• _The task_
When you find the word "header" in a line of the entries, please copy the whole line.

Dataset entries
- - -
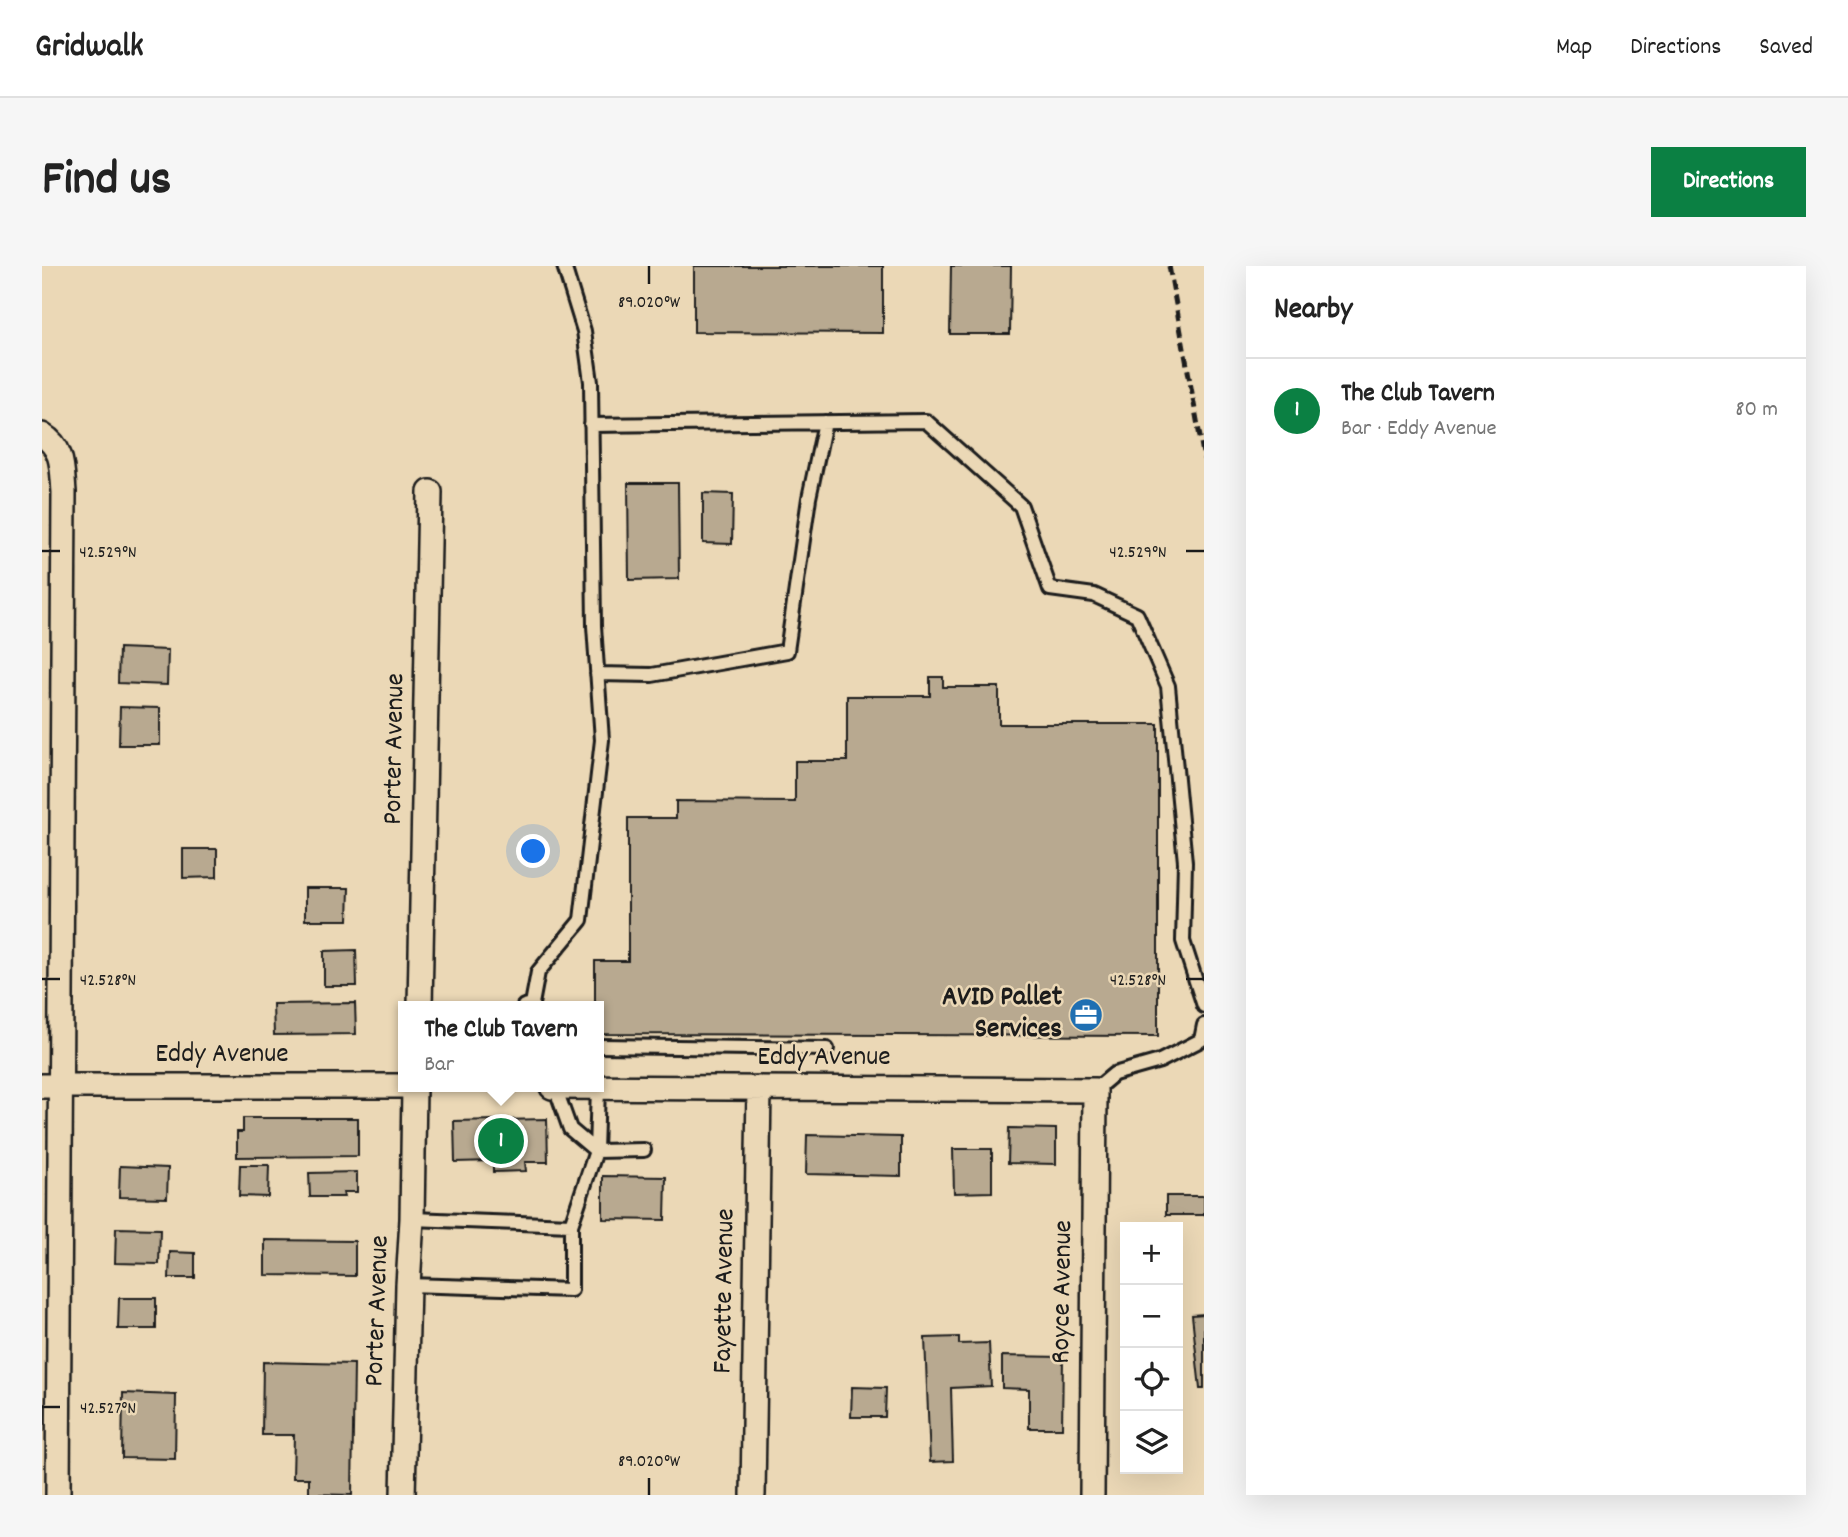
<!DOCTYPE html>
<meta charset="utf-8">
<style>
body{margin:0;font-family:Dekko,sans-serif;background:#f6f6f6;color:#222}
.controls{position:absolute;right:21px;bottom:21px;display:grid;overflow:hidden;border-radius:0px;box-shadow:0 7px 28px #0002}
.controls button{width:63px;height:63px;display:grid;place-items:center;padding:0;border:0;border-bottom:2px solid #e0e0e0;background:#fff;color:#222;font:35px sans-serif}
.you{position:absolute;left:492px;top:586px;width:24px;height:24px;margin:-18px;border:5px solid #fff;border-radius:50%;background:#1a73e8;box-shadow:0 0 0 10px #1a73e833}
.badge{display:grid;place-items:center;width:46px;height:46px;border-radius:50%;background:#0b8043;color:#fff;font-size:23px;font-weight:700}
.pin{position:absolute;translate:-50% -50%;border:4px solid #fff;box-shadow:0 2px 7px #0006}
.popup{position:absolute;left:356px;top:735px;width:206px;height:91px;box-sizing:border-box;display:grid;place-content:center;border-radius:0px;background:#fff;filter:drop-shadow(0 2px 5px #0005);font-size:23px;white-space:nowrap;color:#767676}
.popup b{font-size:26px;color:#222}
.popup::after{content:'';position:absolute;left:50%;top:100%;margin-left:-14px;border:14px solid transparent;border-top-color:#fff}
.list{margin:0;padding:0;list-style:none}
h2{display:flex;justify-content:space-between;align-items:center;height:91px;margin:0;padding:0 28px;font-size:30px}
h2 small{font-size:23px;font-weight:400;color:#767676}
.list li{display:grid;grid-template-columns:46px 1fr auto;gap:21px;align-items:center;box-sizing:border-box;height:105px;padding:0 28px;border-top:2px solid #e0e0e0}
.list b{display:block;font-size:26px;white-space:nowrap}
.list p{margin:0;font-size:23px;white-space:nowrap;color:#767676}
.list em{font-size:23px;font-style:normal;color:#767676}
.icon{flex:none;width:38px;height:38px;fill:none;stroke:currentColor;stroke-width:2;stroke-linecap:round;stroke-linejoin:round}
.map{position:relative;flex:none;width:1162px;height:1229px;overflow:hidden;border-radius:0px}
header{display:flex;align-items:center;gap:42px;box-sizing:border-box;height:98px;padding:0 35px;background:#fff;border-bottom:2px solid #e0e0e0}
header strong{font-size:33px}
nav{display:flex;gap:38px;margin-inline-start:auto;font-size:24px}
.intro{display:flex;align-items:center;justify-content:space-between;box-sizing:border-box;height:168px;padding:0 42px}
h1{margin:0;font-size:49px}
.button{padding:18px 32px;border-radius:0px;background:#0b8043;color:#fff;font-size:24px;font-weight:700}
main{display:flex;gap:42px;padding:0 42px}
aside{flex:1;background:#fff;border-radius:0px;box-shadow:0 7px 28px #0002}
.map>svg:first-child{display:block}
.building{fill:#b8a990;stroke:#1c1c1c;stroke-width:2}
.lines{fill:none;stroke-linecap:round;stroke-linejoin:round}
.service-casing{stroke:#1c1c1c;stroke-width:18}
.minor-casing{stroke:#1c1c1c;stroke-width:28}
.service{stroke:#ebd8b6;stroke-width:12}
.minor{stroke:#ebd8b6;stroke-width:23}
.rail{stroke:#1c1c1c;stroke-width:5;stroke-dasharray:10 5;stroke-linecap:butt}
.ticks{fill:none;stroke:#1c1c1c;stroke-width:2.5}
.labels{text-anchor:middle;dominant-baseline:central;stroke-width:5;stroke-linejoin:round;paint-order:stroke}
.street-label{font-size:28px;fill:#1c1c1c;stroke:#ebd8b6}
.poi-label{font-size:28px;font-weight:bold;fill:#1c1c1c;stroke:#ebd8b6;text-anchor:end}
.ticks-label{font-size:18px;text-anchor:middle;fill:#1c1c1c;stroke:#ebd8b6;stroke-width:5;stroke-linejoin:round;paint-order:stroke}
</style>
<header>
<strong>Gridwalk</strong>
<nav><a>Map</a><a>Directions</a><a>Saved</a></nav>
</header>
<div class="intro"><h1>Find us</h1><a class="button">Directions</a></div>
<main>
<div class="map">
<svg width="1162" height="1229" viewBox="0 0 1162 1229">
<rect width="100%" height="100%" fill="#ebd8b6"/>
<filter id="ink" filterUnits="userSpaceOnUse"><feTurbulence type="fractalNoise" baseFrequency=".0143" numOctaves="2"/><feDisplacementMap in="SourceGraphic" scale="14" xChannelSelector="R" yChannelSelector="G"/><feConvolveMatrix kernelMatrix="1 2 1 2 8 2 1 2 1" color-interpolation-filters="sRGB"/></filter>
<g filter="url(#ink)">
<path class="building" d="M652,0h189v67l-189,-1z
M909,0h60l-1,68h-60z
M586,217h50l1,96 -50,1z
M661,227l30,1 -1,50 -29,-1z
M77,382l49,2 -1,35 -49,-2z
M888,411h13v10h56v37h159v312l-559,-2v-28h-4v-45h33v-143h48v-17l119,1v-41h52v-65h83z
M78,441l40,1v37h-41z
M141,583h34v28l-34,1z
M263,622h44l-1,32h-43z
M314,684l1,36h-33v-35z
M313,737l1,31 -82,1 -1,-31z
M201,852h115v38l-121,1v-25h6z
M505,853l1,43h-23l1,9 -33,1v-11l-38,1 -1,-41z
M967,862l47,1v35l-48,-1z
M765,869l94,2v39l-95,-2z
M911,883h39v43l-38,1z
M198,899h29l-1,32 -29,-1z
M78,900l48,2 -1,30 -48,-1z
M315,906v20h-14l1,5h-34l-1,-24z
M561,910l63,1 -1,43 -62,-1z
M1124,930h38v19h-38z
M74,962l44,1 -1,35 -44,-1z
M223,974l90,1v35l-90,-1z
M128,986l25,1v25h-26z
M77,1032h37v31h-38z
M1162,1048v75h-4l-8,-74z
M917,1071v7l30,-1 2,43 -40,2 2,73 -23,1 -5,-124z
M960,1090l61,1 -1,71h-33v-39l-27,-1z
M221,1096l91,2 -2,131 -43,-1v-16h-16l1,-43h-32z
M810,1121l34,1 -1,29h-34z
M81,1127l53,2 -1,64 -53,-1z"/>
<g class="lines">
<g class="service-casing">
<path id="service" d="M549,159l335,-4 95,85 29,83 44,6 43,20 31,71 17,176 -2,79 21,65
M555,408l55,1 135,-24 22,-153 16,-76
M482,740l8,-2 6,-32 43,-52 21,-180 -8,-114 -3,-244 -7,-51 -20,-65
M557,780l228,3
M513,821l15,42 26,22 48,-1
M1053,824l19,-16 46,-13 41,-21 3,-15
M529,959l25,-74 2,-64
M366,1019l163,5v-65l-159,-6"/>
</g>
<g class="minor-casing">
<path id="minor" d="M0,169c22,13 20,34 22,57l-6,1003
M378,740l10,-514
M0,820h361
M510,821l543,3 -3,405
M361,1229l5,-210 4,-66 2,-132
M711,1229l6,-407"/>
</g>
<use href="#service" class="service"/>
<use href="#minor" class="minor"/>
<path class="rail" d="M1127,0l35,193"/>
</g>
</g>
<path class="ticks" d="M607,0v18M0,285h18M1144,285h18M0,713h18M1144,713h18M0,1141h18M607,1212v17"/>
<defs>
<g id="office-disc" transform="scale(1.75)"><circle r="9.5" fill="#1f6fb2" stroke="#ebd8b6"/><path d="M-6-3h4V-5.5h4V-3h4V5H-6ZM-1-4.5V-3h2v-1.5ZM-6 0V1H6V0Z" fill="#fff"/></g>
</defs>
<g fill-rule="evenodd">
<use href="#office-disc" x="1044" y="749"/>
</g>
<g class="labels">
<g class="street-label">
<text transform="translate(354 483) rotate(-89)">Porter Avenue</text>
<text x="180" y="790">Eddy Avenue</text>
<text x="782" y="793">Eddy Avenue</text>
<text transform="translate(684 1025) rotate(-89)">Fayette Avenue</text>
<text transform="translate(1022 1026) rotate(-89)">Royce Avenue</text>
<text transform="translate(337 1045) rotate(-88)">Porter Avenue</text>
</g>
<g class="poi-label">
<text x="1020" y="733">AVID Pallet<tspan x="1020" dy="32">Services</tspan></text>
</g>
</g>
<g class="ticks-label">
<text x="607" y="41">89.020°W</text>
<text x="66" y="291">42.529°N</text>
<text x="1096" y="291">42.529°N</text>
<text x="66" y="719">42.528°N</text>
<text x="1096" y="719">42.528°N</text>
<text x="66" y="1147">42.527°N</text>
<text x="607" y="1200">89.020°W</text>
</g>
</svg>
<div class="controls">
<button>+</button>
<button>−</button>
<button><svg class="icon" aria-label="locate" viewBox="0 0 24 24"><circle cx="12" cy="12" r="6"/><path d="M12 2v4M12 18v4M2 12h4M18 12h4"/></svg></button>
<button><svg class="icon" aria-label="layers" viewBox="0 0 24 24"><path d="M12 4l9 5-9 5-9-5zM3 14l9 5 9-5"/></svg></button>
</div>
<div class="you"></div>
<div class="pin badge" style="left:459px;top:875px">1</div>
<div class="popup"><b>The Club Tavern</b>Bar</div>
</div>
<aside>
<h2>Nearby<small></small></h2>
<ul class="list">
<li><span class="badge">1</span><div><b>The Club Tavern</b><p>Bar · Eddy Avenue</p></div><em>80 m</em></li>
</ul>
</aside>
</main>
- - -
• _Result for this task_
header{display:flex;align-items:center;gap:42px;box-sizing:border-box;height:98px;padding:0 35px;background:#fff;border-bottom:2px solid #e0e0e0}
header strong{font-size:33px}
<header>
</header>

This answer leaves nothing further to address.